- **What you are asked to do**
Select, from the material below, each line with "height" in it.

- **Source data**
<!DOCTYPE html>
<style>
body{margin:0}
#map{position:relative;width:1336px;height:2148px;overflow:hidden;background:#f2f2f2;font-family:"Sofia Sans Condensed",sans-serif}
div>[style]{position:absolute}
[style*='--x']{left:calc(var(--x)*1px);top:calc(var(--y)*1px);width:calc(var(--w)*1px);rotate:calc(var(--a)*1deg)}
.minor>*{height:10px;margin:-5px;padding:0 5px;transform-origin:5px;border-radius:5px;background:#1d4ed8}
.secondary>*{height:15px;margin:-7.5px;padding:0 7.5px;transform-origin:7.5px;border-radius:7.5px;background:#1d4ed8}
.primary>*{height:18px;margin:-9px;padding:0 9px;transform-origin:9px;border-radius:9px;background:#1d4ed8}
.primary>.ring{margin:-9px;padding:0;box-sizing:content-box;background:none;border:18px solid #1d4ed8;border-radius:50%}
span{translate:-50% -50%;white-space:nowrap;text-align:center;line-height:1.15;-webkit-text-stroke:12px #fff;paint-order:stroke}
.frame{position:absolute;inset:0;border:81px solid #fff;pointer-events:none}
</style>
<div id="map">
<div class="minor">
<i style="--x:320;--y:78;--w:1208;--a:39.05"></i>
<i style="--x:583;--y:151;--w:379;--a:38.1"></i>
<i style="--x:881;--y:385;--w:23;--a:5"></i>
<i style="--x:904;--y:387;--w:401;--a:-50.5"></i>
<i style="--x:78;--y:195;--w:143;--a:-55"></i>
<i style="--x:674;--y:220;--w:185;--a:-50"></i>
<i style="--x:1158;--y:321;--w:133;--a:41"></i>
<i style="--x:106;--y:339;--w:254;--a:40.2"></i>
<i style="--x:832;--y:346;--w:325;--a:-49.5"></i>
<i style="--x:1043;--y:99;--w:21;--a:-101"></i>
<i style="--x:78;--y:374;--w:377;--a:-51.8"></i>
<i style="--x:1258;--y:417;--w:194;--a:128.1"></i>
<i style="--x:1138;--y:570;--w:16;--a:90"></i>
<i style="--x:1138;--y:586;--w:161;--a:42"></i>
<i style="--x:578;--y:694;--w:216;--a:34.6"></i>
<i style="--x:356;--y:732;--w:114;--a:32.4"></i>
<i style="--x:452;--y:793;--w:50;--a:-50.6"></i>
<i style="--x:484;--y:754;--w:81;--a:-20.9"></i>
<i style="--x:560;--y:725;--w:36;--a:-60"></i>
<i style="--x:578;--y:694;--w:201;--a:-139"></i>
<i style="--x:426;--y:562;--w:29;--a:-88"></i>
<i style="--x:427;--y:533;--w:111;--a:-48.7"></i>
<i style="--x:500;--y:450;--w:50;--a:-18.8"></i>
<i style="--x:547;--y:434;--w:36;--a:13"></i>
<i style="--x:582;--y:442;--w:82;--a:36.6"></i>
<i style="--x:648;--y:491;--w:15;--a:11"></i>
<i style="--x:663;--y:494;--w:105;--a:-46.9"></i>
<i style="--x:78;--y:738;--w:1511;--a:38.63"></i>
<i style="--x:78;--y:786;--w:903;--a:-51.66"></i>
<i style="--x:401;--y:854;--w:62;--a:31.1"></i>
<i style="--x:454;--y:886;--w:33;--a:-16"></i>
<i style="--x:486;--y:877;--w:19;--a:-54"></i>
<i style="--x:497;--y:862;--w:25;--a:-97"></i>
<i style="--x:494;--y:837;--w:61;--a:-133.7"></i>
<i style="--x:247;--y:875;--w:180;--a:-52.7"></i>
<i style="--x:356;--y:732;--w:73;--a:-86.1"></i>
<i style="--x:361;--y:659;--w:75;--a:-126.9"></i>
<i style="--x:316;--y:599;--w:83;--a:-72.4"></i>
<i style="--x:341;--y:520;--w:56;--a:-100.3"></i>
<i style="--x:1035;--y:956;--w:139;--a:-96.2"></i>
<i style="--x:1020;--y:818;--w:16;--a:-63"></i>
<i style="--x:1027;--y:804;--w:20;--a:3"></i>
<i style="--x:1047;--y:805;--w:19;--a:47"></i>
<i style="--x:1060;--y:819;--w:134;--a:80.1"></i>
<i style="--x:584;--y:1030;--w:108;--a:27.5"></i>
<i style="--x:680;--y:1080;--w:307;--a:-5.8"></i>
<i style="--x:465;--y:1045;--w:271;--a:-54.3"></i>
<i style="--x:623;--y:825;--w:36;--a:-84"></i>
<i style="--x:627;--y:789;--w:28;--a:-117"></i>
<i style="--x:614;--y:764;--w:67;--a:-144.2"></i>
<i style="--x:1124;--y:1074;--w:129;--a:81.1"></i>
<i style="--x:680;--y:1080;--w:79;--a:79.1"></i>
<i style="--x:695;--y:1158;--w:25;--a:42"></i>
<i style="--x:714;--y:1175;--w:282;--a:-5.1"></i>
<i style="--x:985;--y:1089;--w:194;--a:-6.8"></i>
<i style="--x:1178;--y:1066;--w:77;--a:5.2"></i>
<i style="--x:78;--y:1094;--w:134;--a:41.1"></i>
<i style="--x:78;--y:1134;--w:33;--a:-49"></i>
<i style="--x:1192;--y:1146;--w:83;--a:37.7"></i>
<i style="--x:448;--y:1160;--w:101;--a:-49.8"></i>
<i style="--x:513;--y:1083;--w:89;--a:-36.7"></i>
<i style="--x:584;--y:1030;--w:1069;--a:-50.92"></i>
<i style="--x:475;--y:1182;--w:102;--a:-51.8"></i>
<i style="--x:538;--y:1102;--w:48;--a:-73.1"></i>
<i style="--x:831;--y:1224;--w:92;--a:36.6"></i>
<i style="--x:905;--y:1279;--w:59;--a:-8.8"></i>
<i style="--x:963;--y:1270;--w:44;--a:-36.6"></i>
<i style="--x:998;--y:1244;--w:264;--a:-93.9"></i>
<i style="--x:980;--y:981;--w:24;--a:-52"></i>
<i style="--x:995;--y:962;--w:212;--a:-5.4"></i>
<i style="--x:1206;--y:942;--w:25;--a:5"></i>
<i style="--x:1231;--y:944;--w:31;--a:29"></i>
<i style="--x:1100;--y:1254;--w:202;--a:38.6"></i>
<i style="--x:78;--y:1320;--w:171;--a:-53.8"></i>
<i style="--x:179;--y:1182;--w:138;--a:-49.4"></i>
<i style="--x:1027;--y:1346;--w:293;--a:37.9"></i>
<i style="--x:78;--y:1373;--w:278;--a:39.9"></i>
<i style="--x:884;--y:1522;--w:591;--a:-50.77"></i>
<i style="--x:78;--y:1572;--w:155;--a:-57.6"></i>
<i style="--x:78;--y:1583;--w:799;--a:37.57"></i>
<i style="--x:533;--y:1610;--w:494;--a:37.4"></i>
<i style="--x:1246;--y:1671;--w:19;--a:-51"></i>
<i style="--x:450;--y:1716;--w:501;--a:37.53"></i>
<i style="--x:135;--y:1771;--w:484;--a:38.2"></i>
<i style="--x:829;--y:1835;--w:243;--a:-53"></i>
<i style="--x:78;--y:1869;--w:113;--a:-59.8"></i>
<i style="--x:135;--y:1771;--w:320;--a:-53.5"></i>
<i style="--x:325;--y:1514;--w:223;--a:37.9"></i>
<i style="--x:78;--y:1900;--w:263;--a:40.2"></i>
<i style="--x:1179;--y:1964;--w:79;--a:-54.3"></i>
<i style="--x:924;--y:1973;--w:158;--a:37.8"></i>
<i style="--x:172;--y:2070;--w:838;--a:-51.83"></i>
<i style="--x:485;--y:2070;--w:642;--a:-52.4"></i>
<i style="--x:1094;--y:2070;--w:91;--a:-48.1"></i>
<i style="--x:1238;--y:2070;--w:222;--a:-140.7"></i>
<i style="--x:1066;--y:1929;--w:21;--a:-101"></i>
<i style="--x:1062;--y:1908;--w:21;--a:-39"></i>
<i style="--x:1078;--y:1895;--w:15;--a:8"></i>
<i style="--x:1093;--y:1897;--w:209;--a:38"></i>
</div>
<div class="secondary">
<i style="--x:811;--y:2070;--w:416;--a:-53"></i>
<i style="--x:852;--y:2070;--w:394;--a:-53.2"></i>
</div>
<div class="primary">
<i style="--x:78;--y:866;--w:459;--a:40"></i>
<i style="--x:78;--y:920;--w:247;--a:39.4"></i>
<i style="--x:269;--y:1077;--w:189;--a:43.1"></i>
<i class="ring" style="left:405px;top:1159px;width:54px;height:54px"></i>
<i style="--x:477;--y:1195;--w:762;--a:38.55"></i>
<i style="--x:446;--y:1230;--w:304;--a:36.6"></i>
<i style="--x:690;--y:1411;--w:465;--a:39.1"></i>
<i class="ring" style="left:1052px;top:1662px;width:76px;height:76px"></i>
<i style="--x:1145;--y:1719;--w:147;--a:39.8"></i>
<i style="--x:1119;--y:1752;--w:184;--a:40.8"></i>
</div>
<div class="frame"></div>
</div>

- **Answer to the exercise**
#map{position:relative;width:1336px;height:2148px;overflow:hidden;background:#f2f2f2;font-family:"Sofia Sans Condensed",sans-serif}
.minor>*{height:10px;margin:-5px;padding:0 5px;transform-origin:5px;border-radius:5px;background:#1d4ed8}
.secondary>*{height:15px;margin:-7.5px;padding:0 7.5px;transform-origin:7.5px;border-radius:7.5px;background:#1d4ed8}
.primary>*{height:18px;margin:-9px;padding:0 9px;transform-origin:9px;border-radius:9px;background:#1d4ed8}
span{translate:-50% -50%;white-space:nowrap;text-align:center;line-height:1.15;-webkit-text-stroke:12px #fff;paint-order:stroke}
<i class="ring" style="left:405px;top:1159px;width:54px;height:54px"></i>
<i class="ring" style="left:1052px;top:1662px;width:76px;height:76px"></i>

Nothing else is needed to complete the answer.